El viejo caballo

(León Tolstoi)

Pimen Timofeich era un anciano que vivía en nuestra granja acompañado de su nieto. Había cumplido noventa años. Caminaba muy encorvado, apoyándose en un rústico bastón, arrastrando los pies lentamente. Su rostro estaba cubierto de profundas arrugas y su boca, desdentada. Le temblaba el labio inferior y cuando hablaba era imposible entender lo que decía.

A mis tres hermanos y a mí nos encantaba andar a caballo, pero sólo nos permitían montar a Voronok, el único caballo manso que tenían en la hacienda, el que ya estaba muy viejo.

Aquel día mi mamá nos dio permiso para cabalgar. Nos fuimos a las caballerizas en compañía del sirviente que nos cuidaba. Ensillaron a Voronok, y primero montó mi hermano mayor. Recuerdo que cabalgó largamente. Cuando volvía, le grité:

—¡Da una vuelta al galope!

Mi hermano golpeó a Voronok con los pies y con la huasca, y pasó junto a nosotros a galope tendido.

Luego fue el segundo de mis hermanos el que montó, también por mucho rato.
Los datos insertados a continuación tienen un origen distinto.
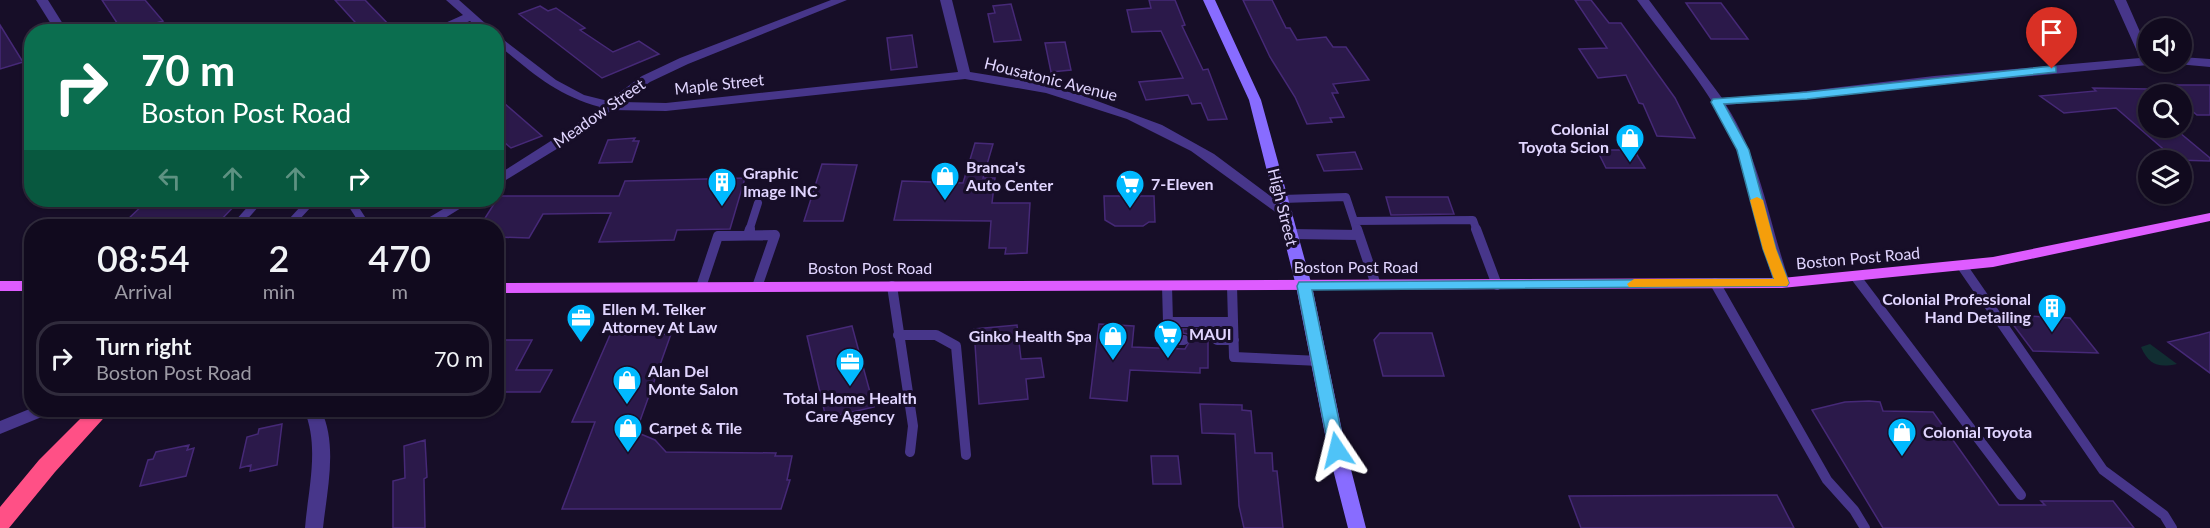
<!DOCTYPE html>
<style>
body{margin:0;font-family:Lato,sans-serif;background:#1e182b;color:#f1f3f6;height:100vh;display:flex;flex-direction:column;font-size:22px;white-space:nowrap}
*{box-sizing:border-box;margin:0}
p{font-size:20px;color:#9c9aa4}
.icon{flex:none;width:33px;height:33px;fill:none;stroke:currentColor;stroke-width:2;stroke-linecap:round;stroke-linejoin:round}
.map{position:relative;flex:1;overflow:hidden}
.details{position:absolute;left:24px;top:219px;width:480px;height:198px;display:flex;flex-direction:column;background:#110a1e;border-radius:24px;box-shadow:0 2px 4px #0004,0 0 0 2px #302b3c}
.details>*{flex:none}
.hud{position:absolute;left:24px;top:24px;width:480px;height:183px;border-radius:24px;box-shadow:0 2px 4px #0004,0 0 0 2px #302b3c;background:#0b6e4f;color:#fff;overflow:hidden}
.controls{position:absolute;left:2138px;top:18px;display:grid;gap:12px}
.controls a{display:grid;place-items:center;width:54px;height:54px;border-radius:50%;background:#110a1e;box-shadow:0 2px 4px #0004,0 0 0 2px #302b3c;font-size:30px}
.pin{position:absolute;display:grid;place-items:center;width:51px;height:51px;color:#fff;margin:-62px -26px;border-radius:50% 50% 50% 0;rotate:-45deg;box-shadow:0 0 6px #0007}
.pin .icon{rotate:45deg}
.me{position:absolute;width:66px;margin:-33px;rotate:350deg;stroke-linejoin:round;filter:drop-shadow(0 0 4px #0008)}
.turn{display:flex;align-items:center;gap:21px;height:126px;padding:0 18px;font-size:27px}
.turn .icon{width:78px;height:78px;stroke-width:2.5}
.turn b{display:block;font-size:42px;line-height:51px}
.lanes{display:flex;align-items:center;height:57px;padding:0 18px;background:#0003;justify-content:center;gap:30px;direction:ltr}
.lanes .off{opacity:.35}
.eta{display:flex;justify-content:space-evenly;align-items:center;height:102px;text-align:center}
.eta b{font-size:36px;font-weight:600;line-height:42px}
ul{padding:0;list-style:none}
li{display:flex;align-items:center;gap:18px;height:75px;margin:0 12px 9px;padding:0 6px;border:3px solid #302b3c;border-radius:24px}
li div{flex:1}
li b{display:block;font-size:22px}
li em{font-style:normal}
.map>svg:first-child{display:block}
.green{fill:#112e32}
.building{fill:#2b194a;stroke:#462977;stroke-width:1.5}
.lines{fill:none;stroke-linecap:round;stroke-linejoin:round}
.service-far1{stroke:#47368a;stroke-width:8}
.service{stroke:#47368a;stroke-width:10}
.minor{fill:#47368a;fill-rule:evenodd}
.secondary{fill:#886cff;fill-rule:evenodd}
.primary{fill:#de5cff;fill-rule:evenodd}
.motorway{fill:#ff5086;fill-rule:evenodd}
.route{fill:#4fc3f7;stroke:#337fa1;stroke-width:1.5}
.slow{fill:#f59e0b}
.labels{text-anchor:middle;stroke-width:6;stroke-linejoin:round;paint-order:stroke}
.street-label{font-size:16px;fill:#e1d5ff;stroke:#170e28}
.poi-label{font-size:16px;font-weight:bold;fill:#e1d5ff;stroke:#170e28;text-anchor:start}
</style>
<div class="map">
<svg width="2210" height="528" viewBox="0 0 2210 528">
<rect width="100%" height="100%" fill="#170e28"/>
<!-- green -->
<path class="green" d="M2150 344 2177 364C2158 368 2149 365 2141 347Z"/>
<!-- building -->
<path class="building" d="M102 0H145L163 21 153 24 160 32H123Z
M335 0H365L391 27 376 32H364Z
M1149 0H1175L1185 25 1182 26 1203 70 1208 69 1227 119 1208 120 1201 103 1192 104 1188 95 1146 100 1139 82 1183 78 1161 31 1132 32 1127 10 1151 8Z
M1243 0H1272L1286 28H1290L1297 40 1326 37 1333 47H1346L1369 80 1333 84 1338 93H1332L1344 117 1330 118 1332 122 1307 124 1295 97 1270 57Z
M1575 0H1591L1609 23H1621L1675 98 1695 138 1657 136 1643 104 1639 103 1626 75 1598 78 1579 49 1607 48Z
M1686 3H1721L1748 39H1711Z
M1011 4 1021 40 994 42 988 14 995 13 993 6Z
M540 6 548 11 556 8 585 28 580 30 613 52 639 41 659 54 602 78 519 14Z
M0 25 23 62 0 69Z
M912 35 917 67 891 70 887 38Z
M1065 42 1071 70 1051 72 1045 43Z
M2160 85H2210V115H2197L2181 102V94H2172Z
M2093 88 2148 89V128H2174L2210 158V161L2176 160 2116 108 2064 113 2040 96 2096 91Z
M496 96 542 136 511 148 496 135Z
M635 138 633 141H639L632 162 599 163 608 140Z
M975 143 993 144 983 178H995L992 203H1030L1027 253 1005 254 1006 248H989L991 221 894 220 902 181 963 183Z
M1597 150H1634L1645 168H1606Z
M1355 152 1362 169 1324 171 1317 155Z
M822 164 857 165 843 221H804Z
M745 178 730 229 677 230 674 240 599 242 611 213 543 214 529 238 496 237V226H480L499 196H619L625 181Z
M1104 196H1154L1155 222H1149L1143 226H1115L1105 220Z
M1386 197H1448L1454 214 1391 215Z
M148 200H240L218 223 126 221Z
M2006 315 2070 318 2098 353 2033 351Z
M1099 324 1134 326 1132 347 1185 349 1191 339 1188 334 1183 333V329H1216L1217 333 1208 341V368H1200V373L1130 370 1127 401 1090 398Z
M1017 325 1021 359 1041 358 1044 377 1026 379 1028 399 979 404 974 329Z
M852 326 874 407 826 418 807 336Z
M2210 332V373L2168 342 2199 335Z
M1380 333H1432L1444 376H1383L1374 340Z
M671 334 636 432 655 440 666 452 776 453 775 456H792L787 480H790L781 509H562L595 422H572L610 335Z
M496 340H532L516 370H552L540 392H505L496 409Z
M1869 401 1880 402 1883 411 1933 412 1999 505H2045L2041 501H2113L2134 528H1883L1812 410 1845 402Z
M1200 404 1242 405V410L1251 411 1255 453H1272L1273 471H1277L1283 528H1244L1239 506 1235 434 1202 433Z
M282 424 277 465 250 471 251 465 240 468 247 437 258 434 259 429Z
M425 440 427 477 424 479 425 528H393V481L405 478 404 446Z
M189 445 187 450 194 448 186 476 140 486 148 460 153 459 156 452Z
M1151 456H1178L1181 484H1153Z
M1777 495 1794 528H1581L1569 496Z"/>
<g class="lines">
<!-- service-far1 -->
<path class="service-far1" d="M1282 199 1346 197 1354 221
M340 200 350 201 366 226
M236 226 259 200
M288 226 312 200
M749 231 758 203
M1357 231 1354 221 1473 220 1477 231"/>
<!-- service -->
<path class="service" d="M1357 229 1376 285
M1476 229 1497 285
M1290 234 1359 235
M748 235 750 229
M1962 266 2103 470 2164 515 2172 528
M1855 276 2021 495
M1715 283 1827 480 1854 510 1865 528
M892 286 913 426 910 452
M1167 286 1168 322H1233
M1232 286 1234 357 1320 361
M701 287 718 236 775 235 757 287
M1168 322 1169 340H1184
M898 335H936L956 346 966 455
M1217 340H1234"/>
<!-- minor -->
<path class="minor" d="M36 0H48L68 32H56Z
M446 0H459L495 32H482L470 21 442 32H425L463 15Z
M831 0H847L688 64 650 82 622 102 666 103 958 72 940 0H952L970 72 1020 80 1081 95 1162 125 1214 154 1293 213 1286 217 1281 216 1191 151 1127 119 1046 93 965 79 666 111 612 110 578 136 496 186V176L568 130 600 107C556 95 531 72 496 43V34L556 80 584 95 608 101 642 76 680 58Z
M1637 0H1649L1722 98 1790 93 1934 76 2140 58 2114 0H2126L2148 50V62H2154L2148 65 1726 105C1761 159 1769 224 1790 283L1782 288 1774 283C1757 233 1751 178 1728 130 1705 83 1668 43 1637 0Z
M2181 57 2210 59V67L2177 64 2175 62H2181Z
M458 200H474L432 226H415Z
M32 408 52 410 49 414 0 434V421Z
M304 410H321C338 445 327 490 323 528H305C308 490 320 446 304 410Z"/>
<!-- secondary -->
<path class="secondary" d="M1203 0H1215L1261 100 1312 286 1346 450 1366 528H1348L1328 450 1296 286 1249 100Z"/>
<!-- primary -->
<path class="primary" d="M2210 213V221L1993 267 1782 288 496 293V283L1782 278 1993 257Z
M0 281H32V291H0Z"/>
<!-- motorway -->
<path class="motorway" d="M89 410H111L55 472 9 528H0V507L39 460Z"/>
</g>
<!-- route -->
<path class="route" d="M2052 66 2056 67V72L1807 99 1724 104 1749 150 1776 249 1789 283 1787 286 1312 290 1345 450 1342 454H1331L1329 450 1297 286 1299 282 1774 279 1763 249 1737 150 1711 102 1713 99 1807 92Z"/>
<!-- slow -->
<path class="slow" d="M1757 197 1763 200 1776 249 1789 283 1787 286 1629 287 1627 284 1634 279H1774L1763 249 1750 200Z"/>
<!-- icons -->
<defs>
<g id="shop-pin" transform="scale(1.5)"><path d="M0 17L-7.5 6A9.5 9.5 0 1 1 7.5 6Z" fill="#01baff" stroke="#170e28"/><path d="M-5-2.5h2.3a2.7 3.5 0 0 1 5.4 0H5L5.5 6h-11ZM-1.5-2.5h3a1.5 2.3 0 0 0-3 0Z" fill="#fff"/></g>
<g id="building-pin" transform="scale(1.5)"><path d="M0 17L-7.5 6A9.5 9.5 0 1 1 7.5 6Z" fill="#01baff" stroke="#170e28"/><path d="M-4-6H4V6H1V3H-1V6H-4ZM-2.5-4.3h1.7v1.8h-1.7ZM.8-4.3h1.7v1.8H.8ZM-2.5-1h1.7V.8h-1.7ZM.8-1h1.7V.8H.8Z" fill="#fff"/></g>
<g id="supermarket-pin" transform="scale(1.5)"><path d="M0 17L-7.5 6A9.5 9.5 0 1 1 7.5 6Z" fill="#01baff" stroke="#170e28"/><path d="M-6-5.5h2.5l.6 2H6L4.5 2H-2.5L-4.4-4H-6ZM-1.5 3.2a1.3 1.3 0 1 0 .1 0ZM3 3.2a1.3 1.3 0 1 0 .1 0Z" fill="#fff"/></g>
<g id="office-pin" transform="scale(1.5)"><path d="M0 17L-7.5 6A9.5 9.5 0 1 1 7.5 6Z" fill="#01baff" stroke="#170e28"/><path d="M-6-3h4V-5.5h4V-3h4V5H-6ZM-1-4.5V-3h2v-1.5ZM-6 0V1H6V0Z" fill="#fff"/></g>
</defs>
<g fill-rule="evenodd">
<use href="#shop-pin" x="1630" y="138"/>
<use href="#shop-pin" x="945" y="176"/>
<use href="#building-pin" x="722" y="182"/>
<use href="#supermarket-pin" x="1130" y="184"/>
<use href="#building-pin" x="2052" y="308"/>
<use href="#office-pin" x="581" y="318"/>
<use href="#supermarket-pin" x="1168" y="334"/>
<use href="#shop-pin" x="1113" y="336"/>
<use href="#office-pin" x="850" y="362"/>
<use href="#shop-pin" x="627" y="380"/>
<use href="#shop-pin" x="628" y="428"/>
<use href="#shop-pin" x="1902" y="432"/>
</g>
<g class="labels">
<!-- street labels -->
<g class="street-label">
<text transform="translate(1051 79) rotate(14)" y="6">Housatonic Avenue</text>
<text transform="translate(719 84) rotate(-6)" y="6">Maple Street</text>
<text transform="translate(599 113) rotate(-35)" y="6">Meadow Street</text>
<text transform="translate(1283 207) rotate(76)" y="6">High Street</text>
<text transform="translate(1858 258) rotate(-5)" y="6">Boston Post Road</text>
<text x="1356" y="273">Boston Post Road</text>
<text x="870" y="274">Boston Post Road</text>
</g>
<!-- poi labels -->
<g class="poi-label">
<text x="1609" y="135" text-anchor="end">Colonial<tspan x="1609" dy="18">Toyota Scion</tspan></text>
<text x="966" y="173">Branca's<tspan x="966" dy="18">Auto Center</tspan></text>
<text x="743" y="179">Graphic<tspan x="743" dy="18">Image INC</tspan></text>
<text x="1151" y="190">7-Eleven</text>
<text x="2031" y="305" text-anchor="end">Colonial Professional<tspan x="2031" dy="18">Hand Detailing</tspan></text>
<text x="602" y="315">Ellen M. Telker<tspan x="602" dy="18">Attorney At Law</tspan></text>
<text x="1189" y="340">MAUI</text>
<text x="1092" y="342" text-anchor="end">Ginko Health Spa</text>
<text x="648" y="377">Alan Del<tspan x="648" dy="18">Monte Salon</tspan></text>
<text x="850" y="404" text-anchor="middle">Total Home Health<tspan x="850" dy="18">Care Agency</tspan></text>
<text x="649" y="434">Carpet &amp; Tile</text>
<text x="1923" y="438">Colonial Toyota</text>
</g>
</g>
</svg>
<div class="controls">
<a><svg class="icon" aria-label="sound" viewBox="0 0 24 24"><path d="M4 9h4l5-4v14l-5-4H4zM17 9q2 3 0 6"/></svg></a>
<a><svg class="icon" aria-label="search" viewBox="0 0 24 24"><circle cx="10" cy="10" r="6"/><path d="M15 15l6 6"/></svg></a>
<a><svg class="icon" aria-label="layers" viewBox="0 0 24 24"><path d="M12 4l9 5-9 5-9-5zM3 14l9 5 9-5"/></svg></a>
</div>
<div class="pin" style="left:2052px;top:69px;background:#d93025"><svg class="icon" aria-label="arrive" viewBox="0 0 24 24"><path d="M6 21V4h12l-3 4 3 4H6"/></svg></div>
<svg class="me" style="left:1337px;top:450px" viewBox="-20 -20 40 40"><path d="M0-17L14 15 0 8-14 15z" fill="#4fc3f7" stroke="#fff" stroke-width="4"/></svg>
<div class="hud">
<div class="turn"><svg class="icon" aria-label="right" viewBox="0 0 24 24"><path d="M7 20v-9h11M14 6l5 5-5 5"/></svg><div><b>70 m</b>Boston Post Road</div></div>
<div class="lanes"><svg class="icon off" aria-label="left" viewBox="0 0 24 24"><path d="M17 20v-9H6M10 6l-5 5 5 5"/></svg><svg class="icon off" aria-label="ahead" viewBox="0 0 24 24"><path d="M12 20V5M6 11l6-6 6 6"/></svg><svg class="icon off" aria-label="ahead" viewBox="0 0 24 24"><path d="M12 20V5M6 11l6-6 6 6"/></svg><svg class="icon" aria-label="right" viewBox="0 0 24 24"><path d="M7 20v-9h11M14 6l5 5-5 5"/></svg></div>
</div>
<section class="details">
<div class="eta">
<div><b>08:54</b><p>Arrival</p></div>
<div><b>2</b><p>min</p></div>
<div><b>470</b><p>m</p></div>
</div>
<ul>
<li><svg class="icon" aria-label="right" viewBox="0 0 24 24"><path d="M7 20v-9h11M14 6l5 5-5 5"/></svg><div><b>Turn right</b><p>Boston Post Road</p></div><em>70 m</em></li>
</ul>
</section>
</div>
Incitando con latigazos al manso caballo, lo hizo subir el cerro galopando, y hubiera continuado si mi tercer hermano no reclama su turno. Éste dio la vuelta por toda la huerta y por el extenso parque, luego cruzó el cerro, siempre galopando. Cuando regresó a la caballeriza, escuchamos jadear a Voronok y vimos su cuello ennegrecido por el sudor.

Sin embargo, había llegado mi oportunidad y quise demostrarles a todos lo bien que yo montaba. Fue entonces cuando Voronok se negó a andar. Esto me llenó de furia y le di fuertes latigazos, a la vez que lo golpeaba con los talones. Tanto lo azoté que la fusta se me rompió y, con el pedazo de varilla que aún sostenía, lo golpeé en la cabeza. Fue en vano: Voronok no se movió. Indignado, me aproximé a nuestro cuidador y le pedí otro látigo.

—Bájate. Ya has cabalgado bastante —me dijo él.

—¿Qué dices? ¡Si yo aún no he montado! ¡Pero si me dan otra fusta, verán cómo lo haré galopar! —contesté ofendido.

—¿Para qué vas a atormentar más a ese animal? ¿Es que no tienes corazón? ¿No ves que está agotado? —El hombre me observó con severidad y tristeza—: Apenas puede respirar. Es muy viejo; tiene más de veinte años, y eso es demasiado para un caballo. Es como si montaras sobre Pimen Timofeich y lo obligaras a correr, dándole golpes y latigazos. ¿No sentirías lástima?

Evoqué a Pimen Timofeich y me bajé de inmediato del caballo. Bruscamente, al ver a Voronok cubierto de sudor, jadeante, entendí los esfuerzos que debía hacer para llevar a un jinete. Siempre me había imaginado que se divertía tanto como yo y mis hermanos. Sentí que me inundaba una gran pena y lo besé en el cuello sudoroso, pidiéndole perdón.

Desde ese día no he dejado de recordar al anciano Pimen Timofeich y al viejo Voronok, y me causa una enorme tristeza que maltraten a los caballos.